───── Records ─────
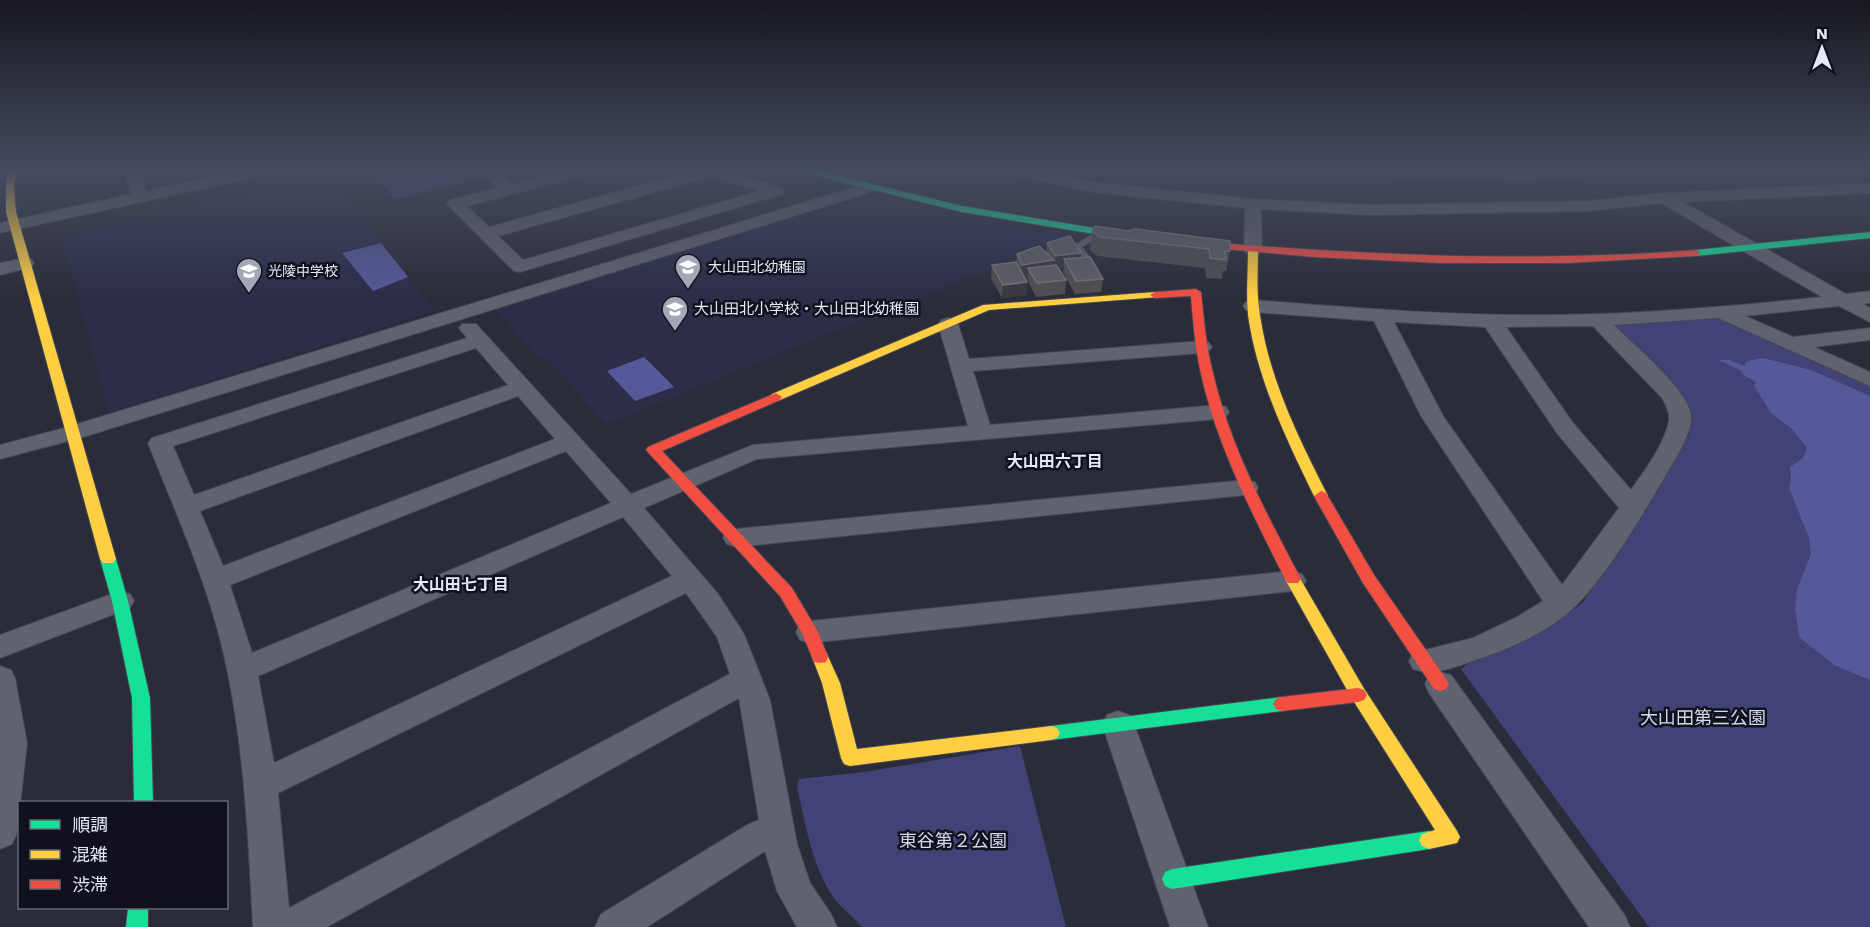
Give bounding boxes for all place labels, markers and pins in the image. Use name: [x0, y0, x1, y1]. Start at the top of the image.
school or university icon: 大山田北幼稚園: [673, 252, 703, 290]
school or university icon: 光陵中学校: [234, 256, 264, 294]
place label: 大山田北幼稚園: [708, 259, 806, 275]
place label: 光陵中学校: [268, 263, 338, 279]
school or university icon: 大山田北小学校・大山田北幼稚園: [660, 294, 690, 332]
place label: 大山田北小学校・大山田北幼稚園: [694, 300, 919, 318]

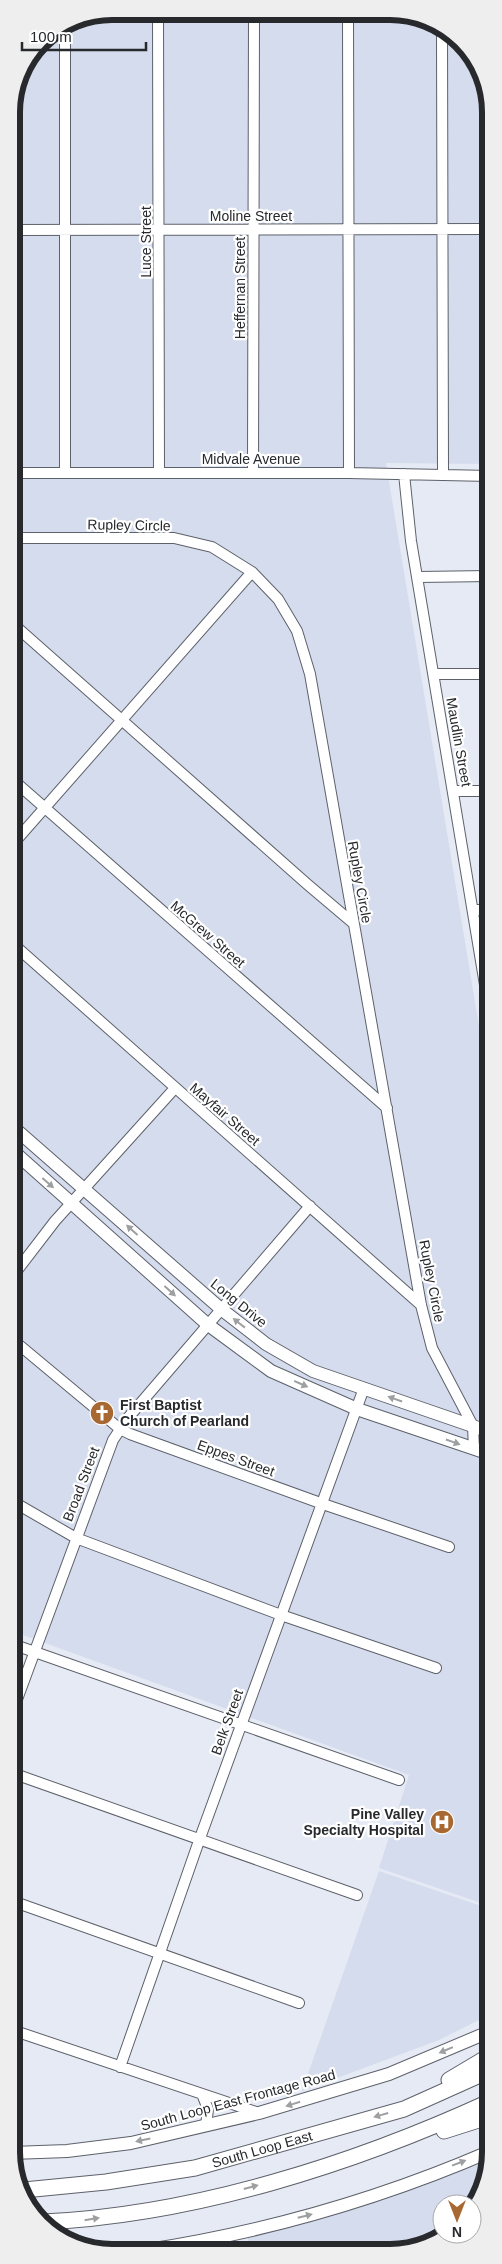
─────
Aim of the exercise: Make an exact copy of the records shown above, without the pictures.

Task output:
Give bounding boxes for all place labels, markers and pins in the image. Use name: [x0, y0, x1, y1]. Start at the top of the image.
school or university icon: 大山田北幼稚園: [673, 252, 703, 290]
school or university icon: 光陵中学校: [234, 256, 264, 294]
place label: 大山田北幼稚園: [708, 259, 806, 275]
place label: 光陵中学校: [268, 263, 338, 279]
school or university icon: 大山田北小学校・大山田北幼稚園: [660, 294, 690, 332]
place label: 大山田北小学校・大山田北幼稚園: [694, 300, 919, 318]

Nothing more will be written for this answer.